### [WHAT YOU WILL DO]
Exactly as written, please repeat the data that follows, but not the pictures.

### [DATASET RECORDS]

····················

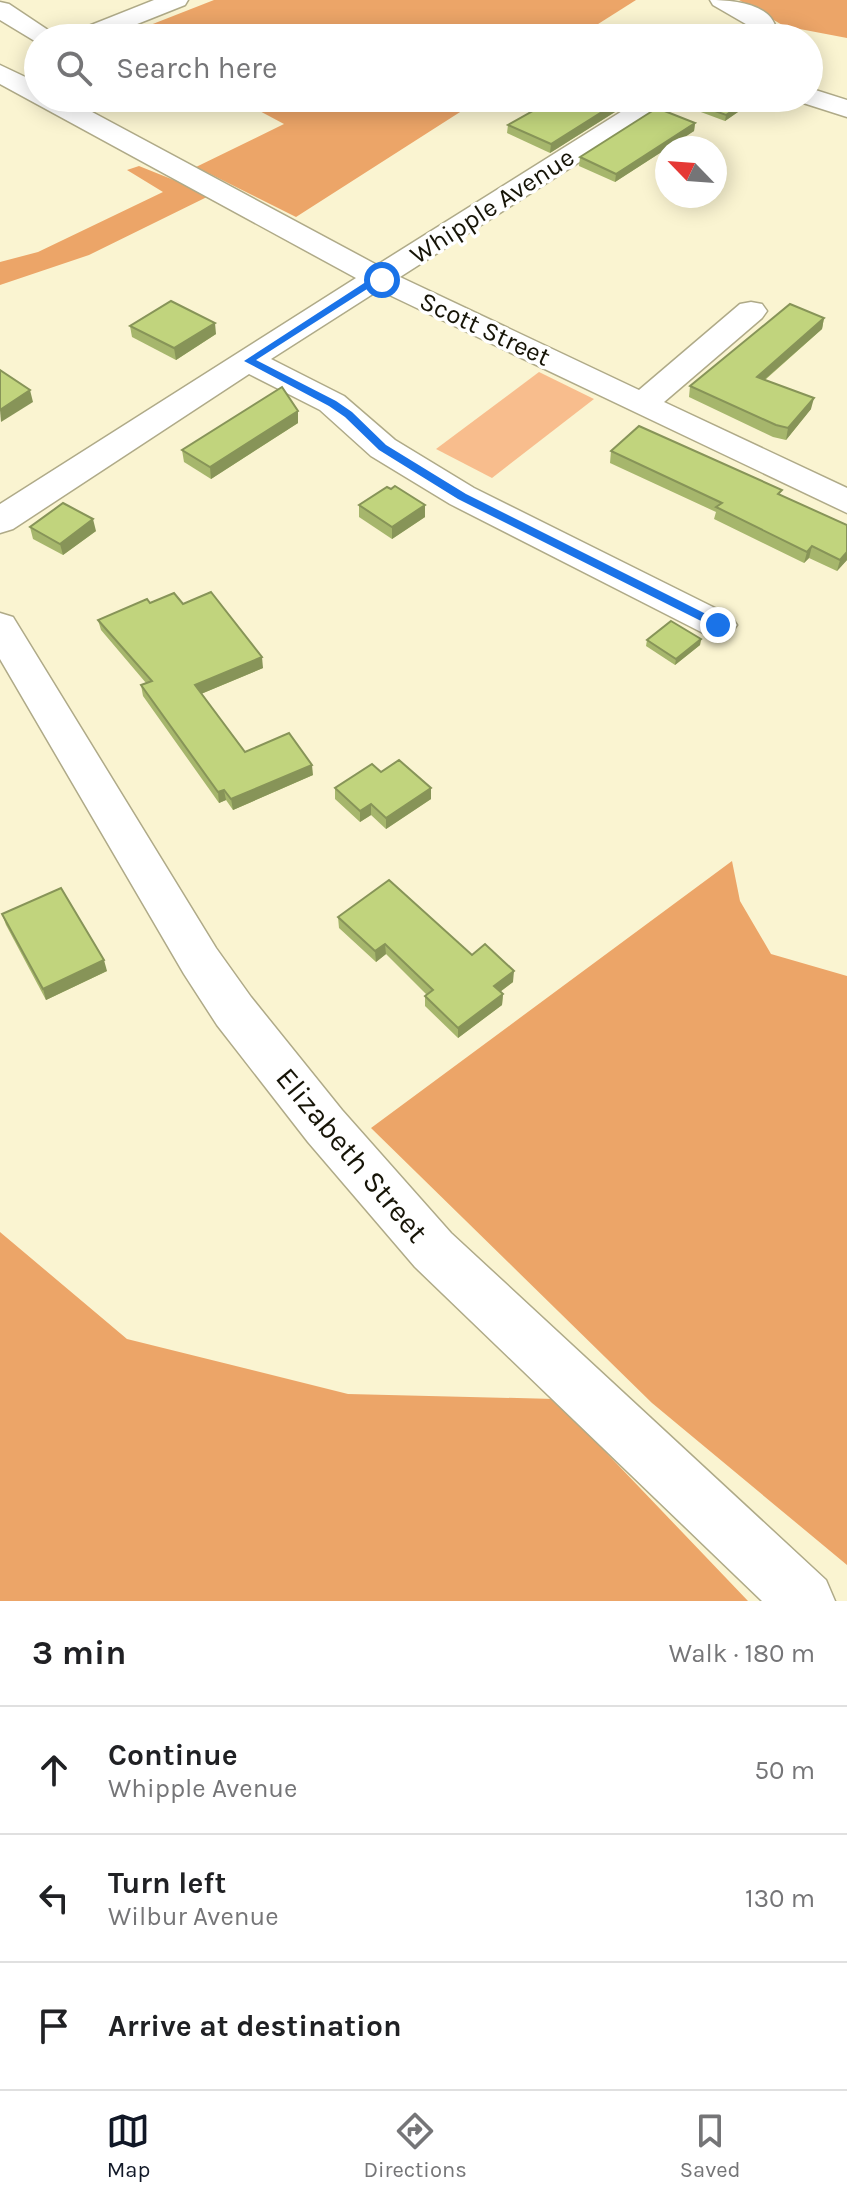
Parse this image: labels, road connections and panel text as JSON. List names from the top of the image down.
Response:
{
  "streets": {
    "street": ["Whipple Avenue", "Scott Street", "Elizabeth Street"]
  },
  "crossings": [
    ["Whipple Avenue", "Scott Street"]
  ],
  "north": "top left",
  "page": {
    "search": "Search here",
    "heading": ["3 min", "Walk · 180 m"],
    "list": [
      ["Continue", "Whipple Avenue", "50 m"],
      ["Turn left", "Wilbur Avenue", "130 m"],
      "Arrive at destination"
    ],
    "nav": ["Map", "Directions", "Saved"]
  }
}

····················

### [YOUR RESPONSE]
Parse this image: labels, road connections and panel text as JSON. List names from the top of the image down.
Response:
{
  "streets": {
    "street": ["Whipple Avenue", "Scott Street", "Elizabeth Street"]
  },
  "crossings": [
    ["Whipple Avenue", "Scott Street"]
  ],
  "north": "top left",
  "page": {
    "search": "Search here",
    "heading": ["3 min", "Walk · 180 m"],
    "list": [
      ["Continue", "Whipple Avenue", "50 m"],
      ["Turn left", "Wilbur Avenue", "130 m"],
      "Arrive at destination"
    ],
    "nav": ["Map", "Directions", "Saved"]
  }
}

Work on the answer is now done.